Dataset entries
__________
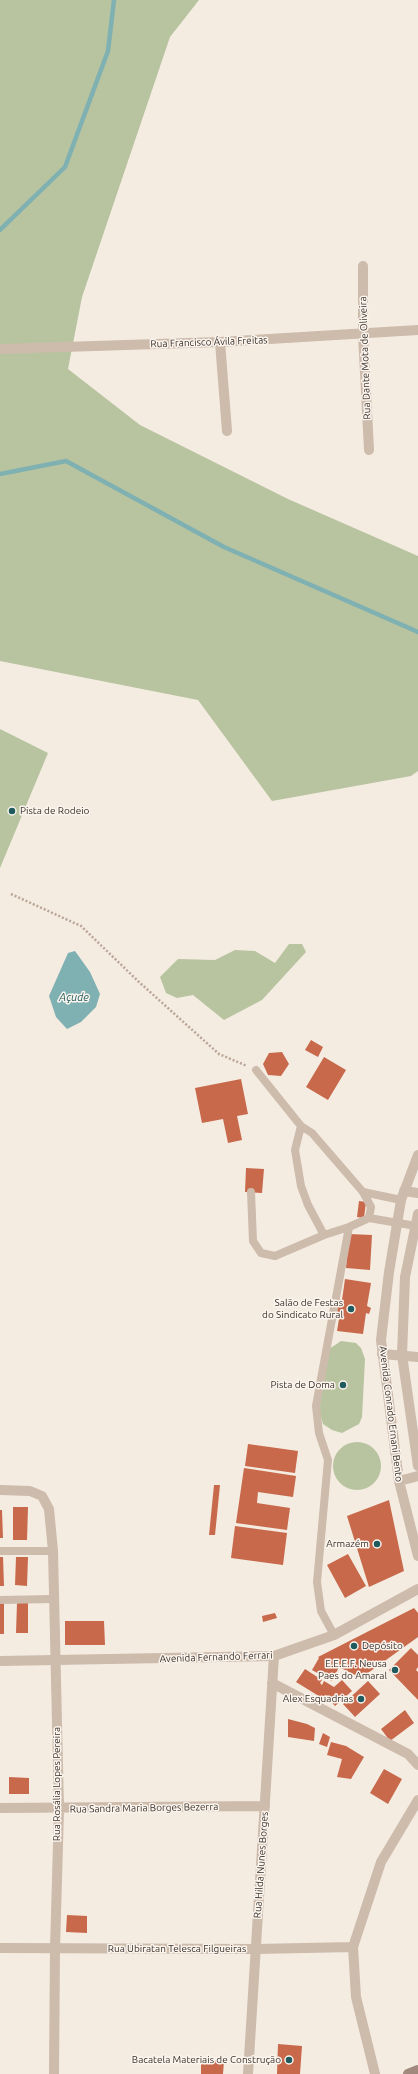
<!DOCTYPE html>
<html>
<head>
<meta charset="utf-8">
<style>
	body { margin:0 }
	canvas { display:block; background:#f4ebe1 }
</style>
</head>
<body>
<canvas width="418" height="2074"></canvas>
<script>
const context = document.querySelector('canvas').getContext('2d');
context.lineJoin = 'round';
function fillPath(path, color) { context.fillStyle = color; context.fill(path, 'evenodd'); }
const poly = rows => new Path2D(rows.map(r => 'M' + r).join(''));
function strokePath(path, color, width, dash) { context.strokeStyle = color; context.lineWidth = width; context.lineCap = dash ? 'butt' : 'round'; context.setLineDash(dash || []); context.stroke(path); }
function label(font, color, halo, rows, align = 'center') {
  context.font = font + ' Ubuntu,sans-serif'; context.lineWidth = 3; context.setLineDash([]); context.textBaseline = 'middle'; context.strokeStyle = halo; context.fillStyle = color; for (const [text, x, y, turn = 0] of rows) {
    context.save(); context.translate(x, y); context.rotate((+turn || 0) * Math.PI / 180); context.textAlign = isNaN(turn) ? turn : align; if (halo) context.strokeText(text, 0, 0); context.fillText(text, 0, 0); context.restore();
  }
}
const green = poly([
	[0,0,199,0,170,37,82,297,68,369,140,425,288,499,418,556,418,771,411,776,272,801,198,700,0,661],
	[0,729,48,753,0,868],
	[289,944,302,944,306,952,262,1000,224,1020,193,995,177,998,166,993,160,977,178,959,215,960,235,950,255,951,275,963],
	[341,1341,356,1343,361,1348,365,1359,362,1417,359,1424,342,1433,332,1430,323,1424,319,1411,329,1349],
	'333 1466a24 24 0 1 1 48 0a24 24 0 1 1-48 0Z'
]);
const water = poly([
	[75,951,90,972,100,994,96,1007,81,1022,67,1029,56,1017,49,996,68,953]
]);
const stream = poly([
	[0,230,65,167,108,51,114,0],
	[0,474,66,461,224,547,418,632]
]);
const building = poly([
	[311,1040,323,1047,318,1057,305,1050],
	[282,1052,289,1064,281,1076,268,1075,263,1064,269,1053],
	[324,1057,346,1070,328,1100,306,1087],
	[241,1079,248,1114,237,1116,242,1140,228,1143,223,1119,202,1123,195,1088],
	[246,1168,264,1169,262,1193,245,1192],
	[359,1201,366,1202,364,1218,357,1217],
	[349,1234,372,1235,370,1270,346,1268],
	[345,1279,371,1283,367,1306,371,1308,369,1314,366,1313,363,1334,337,1331,340,1313,335,1312,337,1299,342,1300],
	[248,1444,298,1451,295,1473,245,1466],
	[244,1468,296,1476,293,1497,258,1492,257,1503,290,1508,287,1530,236,1523],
	[214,1485,220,1485,215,1535,209,1535],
	[389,1500,404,1571,369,1587,347,1516],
	[13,1507,28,1507,27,1540,13,1540],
	[0,1510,2,1510,3,1538,0,1538],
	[235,1526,287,1533,283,1565,231,1558],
	[348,1554,366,1586,345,1598,327,1565],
	[0,1557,3,1557,4,1586,0,1586],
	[16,1557,28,1557,27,1586,15,1585],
	[0,1602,4,1602,4,1634,0,1634],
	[17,1603,28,1603,28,1633,16,1633],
	[414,1608,418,1613,418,1637,361,1678,339,1667,332,1681,312,1670,319,1658,318,1657],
	[275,1613,277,1618,263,1622,262,1616],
	[65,1621,104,1621,105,1645,65,1645],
	[411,1648,418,1655,418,1667,416,1670,418,1672,418,1700,389,1670],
	[305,1669,322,1680,320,1683,322,1685,324,1681,334,1687,342,1680,352,1691,335,1706,326,1695,322,1698,296,1682],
	[368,1681,380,1694,355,1717,343,1704],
	[405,1710,414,1723,390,1741,381,1729],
	[288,1719,307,1724,315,1728,314,1741,288,1737],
	[323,1733,330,1737,327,1747,319,1744],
	[331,1742,346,1746,364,1757,351,1779,337,1777,342,1759,327,1755],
	[384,1769,402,1779,388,1804,370,1793],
	[9,1777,29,1778,29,1794,9,1794],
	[67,1915,87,1916,87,1933,66,1932],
	[278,2044,302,2046,300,2074,277,2074],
	[201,2060,224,2061,223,2074,201,2074]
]);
const path = poly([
	[11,894,81,926,139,982,219,1054,247,1066]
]);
const service = poly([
	[256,1070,301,1126,295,1150,301,1186,308,1205,324,1235],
	[301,1126,312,1133,363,1192,371,1207,369,1218],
	[251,1192,253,1241,261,1253,275,1256,324,1235,349,1227],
	[363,1192,401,1200],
	[0,1551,53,1551],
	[0,1600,53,1599],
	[334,1635,321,1611,317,1582,328,1460,319,1433,316,1406,349,1227,369,1218,416,1226]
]);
const minor = poly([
	[363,266,363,334,369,450],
	[220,342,227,431],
	[0,349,220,342,418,330],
	[404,1191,418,1193],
	[382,1354,418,1357],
	[0,1490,30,1491,42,1496,49,1509,53,1551,59,1809,55,1949,54,2074],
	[272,1683,408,1754,418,1765],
	[0,1808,265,1806],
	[0,1948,256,1949,353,1947],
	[248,2074,274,1656],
	[375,2074,356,1997,353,1947,381,1862,418,1800]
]);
const tertiary = poly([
	[418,1155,401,1200,389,1272,381,1340,399,1481,418,1556],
	[418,1214,405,1277,402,1355,418,1466],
	[399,1481,418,1476],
	[0,1661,274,1656,334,1635,418,1589]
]);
const secondary = poly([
	[408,2074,418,2070]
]);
const markers = [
	[12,811,4,"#1f5a5e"],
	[351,1309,4,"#1f5a5e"],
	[343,1385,4,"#1f5a5e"],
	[377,1544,4,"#1f5a5e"],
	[354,1646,4,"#1f5a5e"],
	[395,1670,4,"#1f5a5e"],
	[361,1699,4,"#1f5a5e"],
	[289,2060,4,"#1f5a5e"]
];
const streetNames = [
	["Rua Francisco Ávila Freitas",209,342,-2],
	["Rua Dante Mota de Oliveira",365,358,-92],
	["Avenida Conrado Ernani Bento",391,1414,83],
	["Avenida Fernando Ferrari",216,1657,-2],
	["Rua Rosália Lopes Pereira",57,1784,-90],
	["Rua Sandra Maria Borges Bezerra",144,1808,-1],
	["Rua Hilda Nunes Borges",261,1865,-86],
	["Rua Ubiratan Telesca Filgueiras",177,1949]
];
const poiNames = [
	["Pista de Rodeio",20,811,"left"],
	["Salão de Festas",343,1303],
	["do Sindicato Rural",343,1315],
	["Pista de Doma",335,1385],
	["Armazém",369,1544],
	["Depósito",362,1646,"left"],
	["E.E.E.F. Neusa",387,1664],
	["Paes do Amaral",387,1676],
	["Alex Esquadrias",353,1699],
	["Bacatela Materiais de Construção",281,2060]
];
const waterNames = [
	["Açude",74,997]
];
fillPath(green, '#b8c4a0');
fillPath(water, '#7fb0b2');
strokePath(stream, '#7fb0b2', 4.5);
fillPath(building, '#c8694b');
strokePath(path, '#b9a596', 2.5, [2, 2]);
strokePath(service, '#cdbbac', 8);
strokePath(minor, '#cdbbac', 10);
strokePath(tertiary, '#cdbbac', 10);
strokePath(secondary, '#a18a7d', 10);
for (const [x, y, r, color] of markers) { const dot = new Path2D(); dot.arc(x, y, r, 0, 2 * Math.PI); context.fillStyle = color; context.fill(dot); strokePath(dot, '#fbf5ee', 1.5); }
label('10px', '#3b302b', '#fbf5ee', streetNames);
label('10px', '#3b302b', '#fbf5ee', poiNames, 'right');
label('italic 11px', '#1f5a5e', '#fbf5ee', waterNames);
</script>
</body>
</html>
__________
◆ **WORK TO BE COMPLETED**
The expected output is an exact copy of the lines from the top of the data above through the line containing "const poly = rows", both included, with every picture omitted.

◆ **WORKED SOLUTION**
<!DOCTYPE html>
<html>
<head>
<meta charset="utf-8">
<style>
	body { margin:0 }
	canvas { display:block; background:#f4ebe1 }
</style>
</head>
<body>
<canvas width="418" height="2074"></canvas>
<script>
const context = document.querySelector('canvas').getContext('2d');
context.lineJoin = 'round';
function fillPath(path, color) { context.fillStyle = color; context.fill(path, 'evenodd'); }
const poly = rows => new Path2D(rows.map(r => 'M' + r).join(''));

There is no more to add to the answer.